Suffice to say that we are in the Aporetic state which is aware of our confusion at this early IPO stage. We have some information we have utilized. In the clear area are the accountants financial statements and best practices that go around interpreting these. The complicated state relies on experts to develop effective valuation models where there are linear cause effect relationships. The complex domain is more about developing gameplays and linking these to valuation outcomes. Within this space is running what Dave calls ‘safe to fail’ experiments. My current thinking is around Monte Carlo simulations but there are many other techniques. The chaotic domain is more about scenario planning and developing some unconstrained practices (eg. crowdsourcing valuations) around chaotic events. For example a strategy around reacting to Covid — which Airbnb, although painful, has received kudos for handling and surviving.
Simon Wardley uses the analogy of strategy being akin to chess. I am not so sure. Certainly understanding the landscape as in a chess board is really useful for any business. Unfortunately the gameplays are much more unconstrained in the real world; as are the rules of engagement. Perhaps it’s closer to the world of warcraft, which is why Simon built his thesis on Sun Tzu and John Boyds’s OODA loop. For investment decisions you are looking to tie together ‘your story’ and the numbers. For me story telling is problematic mainly because of the HIPPO effect (highest paid person’s opinion). Whereby the leader in the room gets the prevailing story across the line. Mapping is very useful in depoliticizing the discussion since most people understand that maps are just representations and can be pointed at, debated, changed and even discarded.

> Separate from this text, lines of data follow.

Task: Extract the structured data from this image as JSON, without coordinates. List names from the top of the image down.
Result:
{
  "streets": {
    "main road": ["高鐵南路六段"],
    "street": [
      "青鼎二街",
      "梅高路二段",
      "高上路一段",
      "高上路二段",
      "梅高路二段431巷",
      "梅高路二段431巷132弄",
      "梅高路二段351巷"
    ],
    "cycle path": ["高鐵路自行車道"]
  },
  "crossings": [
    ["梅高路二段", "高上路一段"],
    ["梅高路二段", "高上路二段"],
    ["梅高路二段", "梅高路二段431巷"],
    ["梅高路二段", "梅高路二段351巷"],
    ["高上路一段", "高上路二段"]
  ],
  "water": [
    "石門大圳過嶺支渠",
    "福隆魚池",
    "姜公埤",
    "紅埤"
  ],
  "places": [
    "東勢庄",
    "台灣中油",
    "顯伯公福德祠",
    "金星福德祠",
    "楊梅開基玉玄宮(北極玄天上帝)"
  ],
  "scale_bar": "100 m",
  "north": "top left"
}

Hopefully you see the benefit of using Wardley maps to extract the essence of strategy — even from a 489 page document. Then the map can be used to visualize and tell a story of the evolution of user needs and components. You can then draw sketches over the map and try out some gameplays. For me the real value (excuse the pun) is finding ways to inject these gameplays into the valuation — i.e. how much value will it contribute. I wish it were as simple as a chess match.